4.– L'appello, a prescindere dalla questione relativa all'eccepito difetto di interesse, è infondato.
L'art. 21-nonies della legge 17 agosto 1990, n. 241 prevede che il provvedimento amministrativo illegittimo può essere annullato d'ufficio, sussistendone le ragioni di interesse pubblico, entro un termine ragionevole e tenendo conto degli interessi dei destinatari e dei controinteressati, dall'organo che lo ha emanato ovvero da altro organo previsto dalla legge.
Nella specie, pur volendo prescindere dalla questione relativa alla sussistenza del vizio di legittimità dell'atto di primo grado, manca il requisito rappresentato dalla valutazione motivata della posizione dei soggetti destinatari del provvedimento. Nel caso in esame tale affidamento era particolarmente qualificato, come messo correttamente in rilievo dal primo giudice, in ragione del lungo tempo trascorso dall'adozione delle concessioni annullate. In particolare, risultano trascorsi tredici anni dal rilascio del condono e ventinove anni dalla presentazione della relativa domanda.

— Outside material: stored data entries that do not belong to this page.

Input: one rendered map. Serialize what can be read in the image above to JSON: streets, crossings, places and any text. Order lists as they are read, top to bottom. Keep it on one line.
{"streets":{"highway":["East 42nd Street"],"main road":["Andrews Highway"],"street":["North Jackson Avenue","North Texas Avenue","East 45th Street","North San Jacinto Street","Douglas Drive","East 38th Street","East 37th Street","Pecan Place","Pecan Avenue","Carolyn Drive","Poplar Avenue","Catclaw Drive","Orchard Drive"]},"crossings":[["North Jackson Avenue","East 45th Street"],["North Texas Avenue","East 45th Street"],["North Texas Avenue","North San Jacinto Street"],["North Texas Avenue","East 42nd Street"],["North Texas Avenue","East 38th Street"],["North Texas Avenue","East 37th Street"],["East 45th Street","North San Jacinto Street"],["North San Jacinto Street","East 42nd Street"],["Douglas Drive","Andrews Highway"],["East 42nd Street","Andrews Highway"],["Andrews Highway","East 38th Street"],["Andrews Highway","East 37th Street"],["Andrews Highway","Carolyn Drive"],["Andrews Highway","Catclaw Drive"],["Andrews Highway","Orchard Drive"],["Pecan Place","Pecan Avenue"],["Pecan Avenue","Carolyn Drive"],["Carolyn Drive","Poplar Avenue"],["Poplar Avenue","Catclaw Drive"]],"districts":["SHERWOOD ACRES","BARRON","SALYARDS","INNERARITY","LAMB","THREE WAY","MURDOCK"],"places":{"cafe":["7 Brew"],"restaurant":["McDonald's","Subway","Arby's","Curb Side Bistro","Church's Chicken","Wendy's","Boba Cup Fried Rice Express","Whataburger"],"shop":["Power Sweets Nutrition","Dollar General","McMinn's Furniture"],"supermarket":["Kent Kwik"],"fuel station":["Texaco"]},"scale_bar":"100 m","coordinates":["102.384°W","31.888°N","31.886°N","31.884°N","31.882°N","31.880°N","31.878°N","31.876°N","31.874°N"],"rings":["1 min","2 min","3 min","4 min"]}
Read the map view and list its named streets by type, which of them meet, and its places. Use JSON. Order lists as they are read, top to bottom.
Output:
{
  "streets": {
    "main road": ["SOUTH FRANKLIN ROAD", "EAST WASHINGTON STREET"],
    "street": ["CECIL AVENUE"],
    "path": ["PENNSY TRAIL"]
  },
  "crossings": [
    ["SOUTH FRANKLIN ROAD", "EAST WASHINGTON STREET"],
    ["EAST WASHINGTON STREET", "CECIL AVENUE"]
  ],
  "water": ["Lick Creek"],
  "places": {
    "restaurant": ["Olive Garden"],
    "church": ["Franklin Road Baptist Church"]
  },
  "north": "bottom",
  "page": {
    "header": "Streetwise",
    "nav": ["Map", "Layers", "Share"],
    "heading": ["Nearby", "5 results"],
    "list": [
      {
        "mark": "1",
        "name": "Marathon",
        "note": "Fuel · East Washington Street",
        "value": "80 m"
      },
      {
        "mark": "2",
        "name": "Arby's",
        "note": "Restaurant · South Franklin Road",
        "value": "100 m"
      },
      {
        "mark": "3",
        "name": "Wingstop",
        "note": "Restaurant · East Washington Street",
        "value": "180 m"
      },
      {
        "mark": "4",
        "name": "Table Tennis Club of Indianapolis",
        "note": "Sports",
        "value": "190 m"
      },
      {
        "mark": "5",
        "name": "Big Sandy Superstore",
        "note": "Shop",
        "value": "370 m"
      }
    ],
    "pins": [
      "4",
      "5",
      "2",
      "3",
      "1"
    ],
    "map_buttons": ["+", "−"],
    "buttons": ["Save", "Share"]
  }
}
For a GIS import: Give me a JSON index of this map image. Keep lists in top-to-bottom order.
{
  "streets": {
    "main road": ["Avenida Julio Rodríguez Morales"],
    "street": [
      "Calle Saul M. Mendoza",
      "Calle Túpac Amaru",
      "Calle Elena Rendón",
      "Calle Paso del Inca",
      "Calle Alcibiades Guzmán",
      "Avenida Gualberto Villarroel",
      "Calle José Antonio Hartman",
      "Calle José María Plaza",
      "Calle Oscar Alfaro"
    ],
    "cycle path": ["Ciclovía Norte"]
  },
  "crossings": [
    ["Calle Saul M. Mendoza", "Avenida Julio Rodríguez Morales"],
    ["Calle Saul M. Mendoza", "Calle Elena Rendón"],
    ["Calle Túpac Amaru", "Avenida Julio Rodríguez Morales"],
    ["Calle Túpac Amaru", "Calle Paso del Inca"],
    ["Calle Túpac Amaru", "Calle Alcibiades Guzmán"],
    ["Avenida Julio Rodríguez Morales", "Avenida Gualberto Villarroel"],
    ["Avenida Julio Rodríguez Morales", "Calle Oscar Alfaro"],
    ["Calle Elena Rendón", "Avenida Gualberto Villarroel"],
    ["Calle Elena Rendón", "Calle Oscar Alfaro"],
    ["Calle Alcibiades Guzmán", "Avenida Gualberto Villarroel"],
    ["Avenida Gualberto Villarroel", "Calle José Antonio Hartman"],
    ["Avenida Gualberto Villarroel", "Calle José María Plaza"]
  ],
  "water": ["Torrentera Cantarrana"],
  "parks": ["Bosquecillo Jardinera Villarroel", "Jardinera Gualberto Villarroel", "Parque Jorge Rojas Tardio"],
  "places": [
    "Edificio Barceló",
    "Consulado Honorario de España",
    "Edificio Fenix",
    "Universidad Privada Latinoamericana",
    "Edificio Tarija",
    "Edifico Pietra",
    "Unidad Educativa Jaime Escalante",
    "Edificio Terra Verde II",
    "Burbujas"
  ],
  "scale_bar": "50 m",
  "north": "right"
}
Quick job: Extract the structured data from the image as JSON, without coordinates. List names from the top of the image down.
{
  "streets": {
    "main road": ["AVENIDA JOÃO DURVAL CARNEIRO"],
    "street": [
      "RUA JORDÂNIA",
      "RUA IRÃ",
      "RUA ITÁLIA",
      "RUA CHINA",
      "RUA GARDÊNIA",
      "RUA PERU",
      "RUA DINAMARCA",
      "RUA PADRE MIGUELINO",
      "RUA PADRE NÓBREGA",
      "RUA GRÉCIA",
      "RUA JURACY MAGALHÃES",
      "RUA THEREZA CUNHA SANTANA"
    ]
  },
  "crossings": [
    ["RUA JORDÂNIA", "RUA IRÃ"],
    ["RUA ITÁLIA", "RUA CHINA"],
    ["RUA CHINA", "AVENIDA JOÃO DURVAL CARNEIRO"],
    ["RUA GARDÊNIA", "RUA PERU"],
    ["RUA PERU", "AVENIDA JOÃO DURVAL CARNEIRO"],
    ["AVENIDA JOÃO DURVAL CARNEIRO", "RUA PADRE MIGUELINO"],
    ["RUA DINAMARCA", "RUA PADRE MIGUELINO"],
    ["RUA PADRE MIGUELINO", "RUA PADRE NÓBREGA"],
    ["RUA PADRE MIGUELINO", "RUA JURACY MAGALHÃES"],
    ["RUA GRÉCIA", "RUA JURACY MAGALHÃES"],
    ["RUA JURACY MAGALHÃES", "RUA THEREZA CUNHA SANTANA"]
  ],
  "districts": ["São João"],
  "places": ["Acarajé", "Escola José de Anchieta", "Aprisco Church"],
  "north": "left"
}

Né varrebbe rilevare che tale affidamento non potrebbe venire in rilievo trattandosi di un provvedimento nullo. L'art. 21-septies della legge n. 241 del 1990 indica, in modo tassativo, quali sono i casi di nullità del provvedimento: mancanza degli elementi essenziale dell'atto; difetto assoluto di attribuzione; violazione o elusione del giudicato; casi previsti dalla legge.
Nella fattispecie in esame non è dato riscontrare nessuno dei casi sopra indicati: il Comune, infatti, nella prospettiva dell'appellante, ha adottato un atto difforme dal modello legale per mancanza del parere che, in quanto tale, potrebbe ritenersi annullabile e non nullo.
E' bene aggiungere che il decreto-legge 12 settembre 2014, n. 133 (Misure urgenti per l'apertura dei cantieri, la realizzazione delle opere pubbliche, la digitalizzazione del Paese, la semplificazione burocratica, l'emergenza del dissesto idrogeologico e per la ripresa delle attività produttive), convertito, con modificazioni, dalla legge 11 novembre 2014, n. 164, ha posto uno sbarramento temporale all'esercizio del potere di autotutela, rappresento da «diciotto mesi dal momento dell'adozione dei provvedimenti di autorizzazione o di attribuzione di vantaggi economici». Pur se tale norma non è applicabile ratione temporis, in ogni caso, rileva ai fini interpretativi e ricostruttivi del sistema degli interessi rilevanti.
5.– Gli altri motivi di appello sono anch'essi infondati, in ragione dell'assorbente valenza invalidante sopra riportata. In particolare, l'appellante, con tali motivi, fa valere ulteriori ragioni di invalidità delle rilasciate concessioni edilizie in sanatoria in ragione dell'esistenza di vincoli paesaggistici e per il contrasto con gli strumenti urbanistici. Quelli indicati sono, però, eventuali vizi di legittimità che, da soli, in assenza degli altri elementi costitutivi del provvedimento di secondo grado, non sarebbero comunque sufficienti a giustificare il disposto annullamento.
6.– L'appellante è condannata al pagamento, in favore della società, delle spese del presente grado di giudizio che si determinano in euro 3.000,00, oltre accessori.

P.Q.M.

Il Consiglio di Stato, in sede giurisdizionale, Sezione Sesta, definitivamente pronunciando:
a) rigetta l'appello proposto con il ricorso indicato in epigrafe;
b) condanna l'appellante al pagamento, in favore della società, delle spese del presente grado di giudizio che si determinano in euro 3.000,00, oltre accessori sull'appello.
Ordina che la presente sentenza sia eseguita dall'autorità amministrativa.